In summary, I believe IASP will be worth considering for some organisations – but it is important to go into the programme with your eyes wide open to the potential costs and risks you may encounter, as well as the benefits offered. Upon reflection, I see this as a case of the good, the bad and the ugly of IASP.
On the good side, this is the best chance for IBM customers who have not invested and do not plan to invest in general Software Asset Management (SAM) to get a quick “out-of-jail-free-card” in IBM licence compliance; the main benefit of the programme is a historical non-compliance waiver – “You won’t be charged for what you accidentally deployed or mis-configured.” To encourage customers to come clean with their genuine licence shortfalls and join IASP, IBM has agreed in principle to waive penalty fees for any accidental deployments – which is not the case in traditional compliance audits as these are typically the main settlement drivers.
Sanjay, the architect behind IASP, has categorically stated that the IASP programme is not revenue motivated (for IBM) and the hope was to build and retain long-term client relationships.

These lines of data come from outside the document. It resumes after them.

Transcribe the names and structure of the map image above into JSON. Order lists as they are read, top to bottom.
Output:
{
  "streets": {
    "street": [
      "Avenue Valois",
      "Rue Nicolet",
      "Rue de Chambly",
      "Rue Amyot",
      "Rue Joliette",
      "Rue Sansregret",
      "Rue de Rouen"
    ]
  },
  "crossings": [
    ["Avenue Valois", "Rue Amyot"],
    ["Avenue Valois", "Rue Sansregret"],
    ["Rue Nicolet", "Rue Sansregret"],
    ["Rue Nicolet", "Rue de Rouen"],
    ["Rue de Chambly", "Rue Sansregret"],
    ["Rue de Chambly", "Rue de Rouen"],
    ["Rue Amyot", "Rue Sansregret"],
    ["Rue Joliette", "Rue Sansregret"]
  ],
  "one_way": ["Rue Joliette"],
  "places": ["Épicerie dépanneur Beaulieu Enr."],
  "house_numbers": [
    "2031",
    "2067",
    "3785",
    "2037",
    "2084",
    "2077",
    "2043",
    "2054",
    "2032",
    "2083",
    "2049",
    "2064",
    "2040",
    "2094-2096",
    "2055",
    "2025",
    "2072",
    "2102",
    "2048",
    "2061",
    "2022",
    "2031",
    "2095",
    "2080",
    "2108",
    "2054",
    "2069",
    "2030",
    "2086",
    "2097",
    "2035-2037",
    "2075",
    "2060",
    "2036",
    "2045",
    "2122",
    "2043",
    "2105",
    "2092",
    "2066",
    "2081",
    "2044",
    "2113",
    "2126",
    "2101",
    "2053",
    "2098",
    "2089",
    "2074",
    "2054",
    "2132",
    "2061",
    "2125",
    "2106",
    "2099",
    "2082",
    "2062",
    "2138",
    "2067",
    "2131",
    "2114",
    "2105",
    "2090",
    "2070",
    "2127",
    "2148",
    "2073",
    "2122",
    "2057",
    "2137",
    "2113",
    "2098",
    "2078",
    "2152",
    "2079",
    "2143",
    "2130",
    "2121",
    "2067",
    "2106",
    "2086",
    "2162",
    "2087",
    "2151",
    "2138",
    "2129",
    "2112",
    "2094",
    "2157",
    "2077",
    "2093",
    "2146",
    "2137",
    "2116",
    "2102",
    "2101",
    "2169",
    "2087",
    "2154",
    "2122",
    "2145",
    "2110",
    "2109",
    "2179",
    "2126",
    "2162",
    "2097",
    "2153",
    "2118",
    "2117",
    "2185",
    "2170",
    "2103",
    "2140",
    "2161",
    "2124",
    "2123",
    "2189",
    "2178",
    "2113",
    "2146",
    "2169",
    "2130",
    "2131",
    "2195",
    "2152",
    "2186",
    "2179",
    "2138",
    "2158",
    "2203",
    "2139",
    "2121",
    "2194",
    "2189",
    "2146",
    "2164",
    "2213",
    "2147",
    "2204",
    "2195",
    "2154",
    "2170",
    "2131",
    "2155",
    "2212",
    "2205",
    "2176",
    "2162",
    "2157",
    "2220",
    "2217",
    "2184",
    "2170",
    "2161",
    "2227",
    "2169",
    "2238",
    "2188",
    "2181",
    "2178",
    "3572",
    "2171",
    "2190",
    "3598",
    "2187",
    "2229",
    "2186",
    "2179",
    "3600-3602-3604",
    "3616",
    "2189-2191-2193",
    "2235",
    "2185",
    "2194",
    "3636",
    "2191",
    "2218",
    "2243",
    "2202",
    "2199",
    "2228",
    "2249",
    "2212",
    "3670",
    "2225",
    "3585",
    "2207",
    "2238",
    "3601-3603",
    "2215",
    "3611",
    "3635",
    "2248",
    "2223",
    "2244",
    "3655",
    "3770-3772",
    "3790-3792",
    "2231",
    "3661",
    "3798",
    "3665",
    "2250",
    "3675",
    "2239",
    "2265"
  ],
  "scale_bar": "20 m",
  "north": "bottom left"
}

Less good, is the cost of IASP to organisations. There are only four accredited providers globally and if you already run your own SAM programme or receive a SAM managed service then you could be making a double investment. IBM has firmly established that only the four accredited providers can ensure the quality of IBM licence management and is not expecting to extend its endorsement to the wider SAM market. That said, for organisations that never managed to get SAM to work properly internally, the cost of IASP can still be much lower than the cost to settle an IBM compliance audit.
Most concerning to me is the potential for conflict of interest. Two of the four IASP providers are IBM’s global licence compliance audit partners – rather than restricting them from providing IASP services at the back of a compliance audit, IBM has confirmed that “IASP is most likely to be provided by one of IBM(‘s) audit partners.”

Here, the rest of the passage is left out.